Child advocates and lawmakers are furious with Gov. Gavin Newsom as California’s pediatric hearing aid program has spent tens of millions of dollars on administrative fees while delivering only a few hundred hearing aids.
Nearly five years after Newsom pushed lawmakers toward a state-run alternative instead of requiring private insurers to cover pediatric hearing aids, California’s Hearing Aid Coverage for Children Program had around 300 active enrolled members despite spending almost $23 million, according to a report delivered last month to a state Senate budget committee. That works out to about $76,000 per person.
Michelle Marciniak, founder of Let California Kids Hear, told The Post that the governor’s office has dropped the ball.

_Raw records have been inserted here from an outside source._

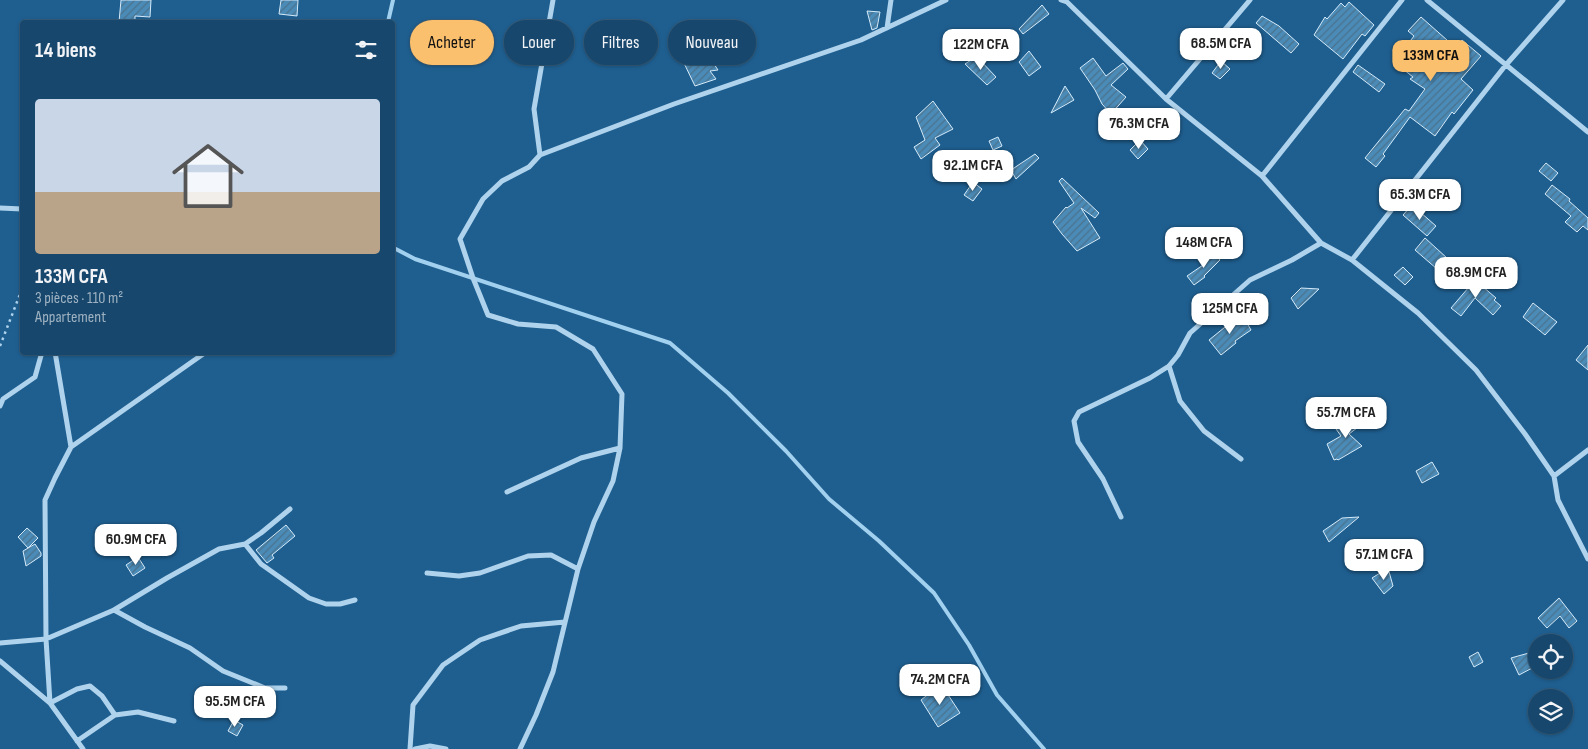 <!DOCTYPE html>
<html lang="fr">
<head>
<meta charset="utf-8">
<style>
	:root { --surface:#17476c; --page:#204e72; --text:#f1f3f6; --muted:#9eb2c2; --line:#365f7f; --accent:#fbc06e }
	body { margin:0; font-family:"Sofia Sans Condensed",sans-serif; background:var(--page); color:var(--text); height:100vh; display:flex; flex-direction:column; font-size:19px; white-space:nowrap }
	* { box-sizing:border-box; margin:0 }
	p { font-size:16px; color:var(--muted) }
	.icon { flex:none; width:28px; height:28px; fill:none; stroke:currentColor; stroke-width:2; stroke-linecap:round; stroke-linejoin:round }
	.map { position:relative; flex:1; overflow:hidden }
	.drawer { position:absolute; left:20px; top:20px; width:375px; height:335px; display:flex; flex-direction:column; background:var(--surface); border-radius:5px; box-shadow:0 1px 4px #0004,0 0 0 1px var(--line) }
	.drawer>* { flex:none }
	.banner { position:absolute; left:410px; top:20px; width:475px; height:45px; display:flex; gap:10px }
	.tools { position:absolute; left:1528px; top:634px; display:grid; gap:10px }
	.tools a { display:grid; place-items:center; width:45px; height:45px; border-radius:50%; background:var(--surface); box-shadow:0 1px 4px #0004,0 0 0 1px var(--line); font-size:25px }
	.price { position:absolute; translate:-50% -42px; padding:0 11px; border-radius:10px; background:#fff; color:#222; font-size:16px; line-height:32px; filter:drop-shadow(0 1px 2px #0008) }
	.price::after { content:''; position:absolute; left:50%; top:30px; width:15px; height:11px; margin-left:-8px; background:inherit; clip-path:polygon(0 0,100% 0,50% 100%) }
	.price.selected { background:var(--accent); color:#111 }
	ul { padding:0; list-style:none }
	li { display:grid; align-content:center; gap:10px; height:265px; padding:0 15px }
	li+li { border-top:1px solid var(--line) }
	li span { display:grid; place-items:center; height:155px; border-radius:5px; color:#555 }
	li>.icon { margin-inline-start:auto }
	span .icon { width:90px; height:90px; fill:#fffc; stroke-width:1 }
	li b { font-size:21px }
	h2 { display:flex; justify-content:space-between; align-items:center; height:60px; padding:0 15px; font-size:21px }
	.tag { padding:0 18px; border-radius:22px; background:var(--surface); box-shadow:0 1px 4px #0004,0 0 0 1px var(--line); font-size:18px; line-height:45px }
	.tag.selected { background:var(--accent); color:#111 }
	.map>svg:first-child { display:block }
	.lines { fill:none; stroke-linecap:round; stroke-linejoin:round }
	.stream { stroke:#a2d0ef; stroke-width:4 }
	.building { fill:url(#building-hatch); stroke:#d4eaf9 }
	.path { stroke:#afd3ed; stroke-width:2.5; stroke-dasharray:2.5 4; stroke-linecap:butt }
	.minor { stroke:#afd3ed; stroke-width:5 }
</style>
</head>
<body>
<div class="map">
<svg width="1588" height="749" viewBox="0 0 1588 749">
	<defs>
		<pattern id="building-hatch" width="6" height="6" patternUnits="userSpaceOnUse" patternTransform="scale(1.25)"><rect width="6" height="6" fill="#4b8bb8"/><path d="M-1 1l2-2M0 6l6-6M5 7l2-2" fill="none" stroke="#4b728d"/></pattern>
	</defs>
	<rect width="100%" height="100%" fill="#1f5f90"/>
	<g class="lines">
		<path class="stream" d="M388 22 393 0
			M392 134V172
			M392 247 415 259 670 343 728 393 786 451 829 499 879 541 934 593 969 645 997 695 1044 749"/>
	</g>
	<path class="building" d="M121 0H151L150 17 135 16V22H119Z
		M281 0H298L297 16 279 14Z
		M1349 2 1374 25 1365 36 1362 34 1343 59 1314 35 1325 17 1327 19 1341 3 1345 7Z
		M1042 5 1049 14 1023 34 1019 29Z
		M867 11 880 12 877 28 872 30Z
		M1262 16 1279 26 1299 44 1291 53 1256 23Z
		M1421 17 1456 48 1462 40 1481 56 1461 79 1473 90 1454 114 1452 112 1435 136 1410 117 1383 154 1385 156 1376 167 1365 158 1405 109 1409 111 1425 89 1410 79 1413 77 1394 62 1414 36 1408 31Z
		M700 23 705 39 689 35 686 26Z
		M1029 51 1041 67 1029 76 1019 62Z
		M706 52 718 70 710 71 716 79 695 86 682 59Z
		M974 58H978L996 77 987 85 965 64Z
		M1093 58 1106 76 1123 63 1128 69 1111 85 1126 97 1111 114 1102 104 1095 90 1080 68Z
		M1221 61 1230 69 1220 79 1212 73Z
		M1358 65 1385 84 1379 92 1353 72Z
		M1065 86 1074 100 1051 113Z
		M933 101 953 129 935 138 940 145 921 159 914 147 925 140 916 117Z
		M998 137 1002 146 993 150 989 141Z
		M1140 140 1148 149 1138 159 1130 150Z
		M1035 154 1039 158 1016 179 1011 170Z
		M1546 163 1558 173 1551 181 1539 171Z
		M1062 178 1099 213 1095 218 1081 208 1100 238 1077 251 1062 234 1053 222 1066 207 1067 208 1074 203 1059 181Z
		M973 182 982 189 973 201 964 195Z
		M1552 185 1570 199 1569 201 1588 218V230L1583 226 1577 232 1565 222 1571 216 1545 194Z
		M1412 205 1436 226 1427 236 1403 215Z
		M1425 238 1447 258 1437 269 1415 250Z
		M1210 253 1214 257 1216 255 1220 260 1204 276 1205 277 1194 285 1187 276 1206 263 1203 260Z
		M1403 267 1413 277 1405 285 1394 275Z
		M1475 280 1496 298 1494 300 1501 306 1493 315 1475 298 1461 316 1451 308Z
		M1301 288 1319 289 1298 309 1291 298Z
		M1533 303 1557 322 1545 335 1523 317Z
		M1243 316 1251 330 1235 341 1236 343 1221 355 1209 340 1235 319 1239 323Z
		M1588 345V370L1576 360Z
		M1368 414 1370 418 1349 434 1362 446 1338 460 1337 459 1334 460 1327 444 1341 436 1336 429Z
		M1432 462 1439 474 1422 483 1416 471Z
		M1359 517 1329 542 1323 531 1342 518Z
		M286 525 295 536 272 555 274 558 267 563 256 550Z
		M27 528 38 538 28 548 18 537Z
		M35 544 41 553V556L26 566 23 551Z
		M138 557 145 568 133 576 126 565Z
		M1388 568 1393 586 1384 594 1372 578Z
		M1559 598 1577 621 1569 628 1560 616 1547 628 1538 618Z
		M1536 651V666L1519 675 1511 658Z
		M1478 652 1483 662 1474 667 1469 657Z
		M941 684 960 713 938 727 921 700Z
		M234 720 243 725 237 736 228 731Z"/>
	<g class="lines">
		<path class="path" d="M0 346 22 289"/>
		<path class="minor" d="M553 0 534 109 540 155 674 104 861 40 946 0
			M1061 0 1067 2 1166 99 1262 176 1402 0
			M1427 0 1588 132
			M887 28 891 0
			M1166 99 1250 0
			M1262 176 1321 243 1352 260 1418 313 1476 370 1525 434 1554 476 1558 500 1588 559
			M0 208 22 209
			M1352 260 1505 66 1563 0
			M55 352 71 447
			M1169 366 1180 401 1204 431 1241 459
			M0 406 3 399 35 377 42 352
			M1554 476 1588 450
			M507 492 581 458 620 448
			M1121 517 1103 479 1078 442 1074 421 1079 412 1150 378 1169 366 1178 355 1190 333 1250 280 1292 260 1321 243
			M245 544 261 564 309 598 326 604H340L355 600
			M427 573 459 576 480 573 528 556 551 555 578 569
			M114 610 145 627 190 648 223 671 265 688H285
			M0 643 46 639 114 610 167 578 219 549 245 544 261 533 290 509
			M0 661 50 703 83 749
			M115 715 102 696 90 686 77 689 50 703 46 639 45 500 55 478 71 447 206 352
			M77 741 115 715 138 712 174 721
			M410 749 413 705 443 665 480 640 521 626 565 622
			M415 749 430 746 446 749
			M520 749 536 715 553 672 578 569 594 522 613 481 620 448 622 394 593 349 556 327 518 324 488 315 473 278 460 239 483 199 502 181 529 167 540 155"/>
	</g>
</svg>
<div class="tools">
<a><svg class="icon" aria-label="locate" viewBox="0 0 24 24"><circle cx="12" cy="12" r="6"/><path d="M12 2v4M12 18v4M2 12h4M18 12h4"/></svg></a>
<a><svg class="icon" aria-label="layers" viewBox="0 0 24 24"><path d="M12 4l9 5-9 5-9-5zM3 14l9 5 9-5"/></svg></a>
</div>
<b class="price" style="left:1221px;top:70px">68.5M CFA</b>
<b class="price" style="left:981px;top:71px">122M CFA</b>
<b class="price selected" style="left:1431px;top:82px">133M CFA</b>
<b class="price" style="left:1139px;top:150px">76.3M CFA</b>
<b class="price" style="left:973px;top:192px">92.1M CFA</b>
<b class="price" style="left:1420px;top:221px">65.3M CFA</b>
<b class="price" style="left:1204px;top:269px">148M CFA</b>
<b class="price" style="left:1476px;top:299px">68.9M CFA</b>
<b class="price" style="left:1230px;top:335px">125M CFA</b>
<b class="price" style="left:1346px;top:439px">55.7M CFA</b>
<b class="price" style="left:136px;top:566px">60.9M CFA</b>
<b class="price" style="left:1384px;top:581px">57.1M CFA</b>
<b class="price" style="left:940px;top:706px">74.2M CFA</b>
<b class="price" style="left:235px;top:728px">95.5M CFA</b>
<div class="banner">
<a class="tag selected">Acheter</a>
<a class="tag">Louer</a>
<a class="tag">Filtres</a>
<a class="tag">Nouveau</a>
</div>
<section class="drawer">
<h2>14 biens<svg class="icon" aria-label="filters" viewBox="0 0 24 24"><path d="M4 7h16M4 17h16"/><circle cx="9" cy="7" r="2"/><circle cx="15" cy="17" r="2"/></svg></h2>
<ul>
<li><span style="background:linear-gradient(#c9d6e8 60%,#b9a48a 0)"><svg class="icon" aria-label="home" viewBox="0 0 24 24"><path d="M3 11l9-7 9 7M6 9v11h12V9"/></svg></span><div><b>133M CFA</b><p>3 pièces · 110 m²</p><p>Appartement</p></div></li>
</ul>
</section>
</div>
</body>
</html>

“The governor has a budget proposal on his desk that would help more children, reduce taxpayer exposure, and finally reflect years of bipartisan legislative intent,” Marciniak said, noting that Newsom still has time to address the issue in his revised budget coming out Thursday.
“A child’s development doesn’t wait. It is time to solve this.”
Newsom’s refusal to take greater action to help kids with hearing loss stands in contrast to his action last week to provide free diapers, as well as his swift reversal earlier this year to expand menopause care for women in the budget after criticism from actress Halle Berry.
The state program has received roughly $30 million in taxpayer funding over multiple budget years while serving only a fraction of the children advocates say lack adequate hearing aid coverage statewide.
State Sen. Suzette Valladares (R-Santa Clarita) ripped Newsom by noting that “nearly 20,000 kids are still sitting in classrooms struggling to hear clearly.”
“These are real children whose learning, confidence, and futures are being impacted every single day,” Valladares told The Post.
“At some point we have to stop funding bureaucracy and start fixing the actual coverage gaps so families can get their kids the help they need.”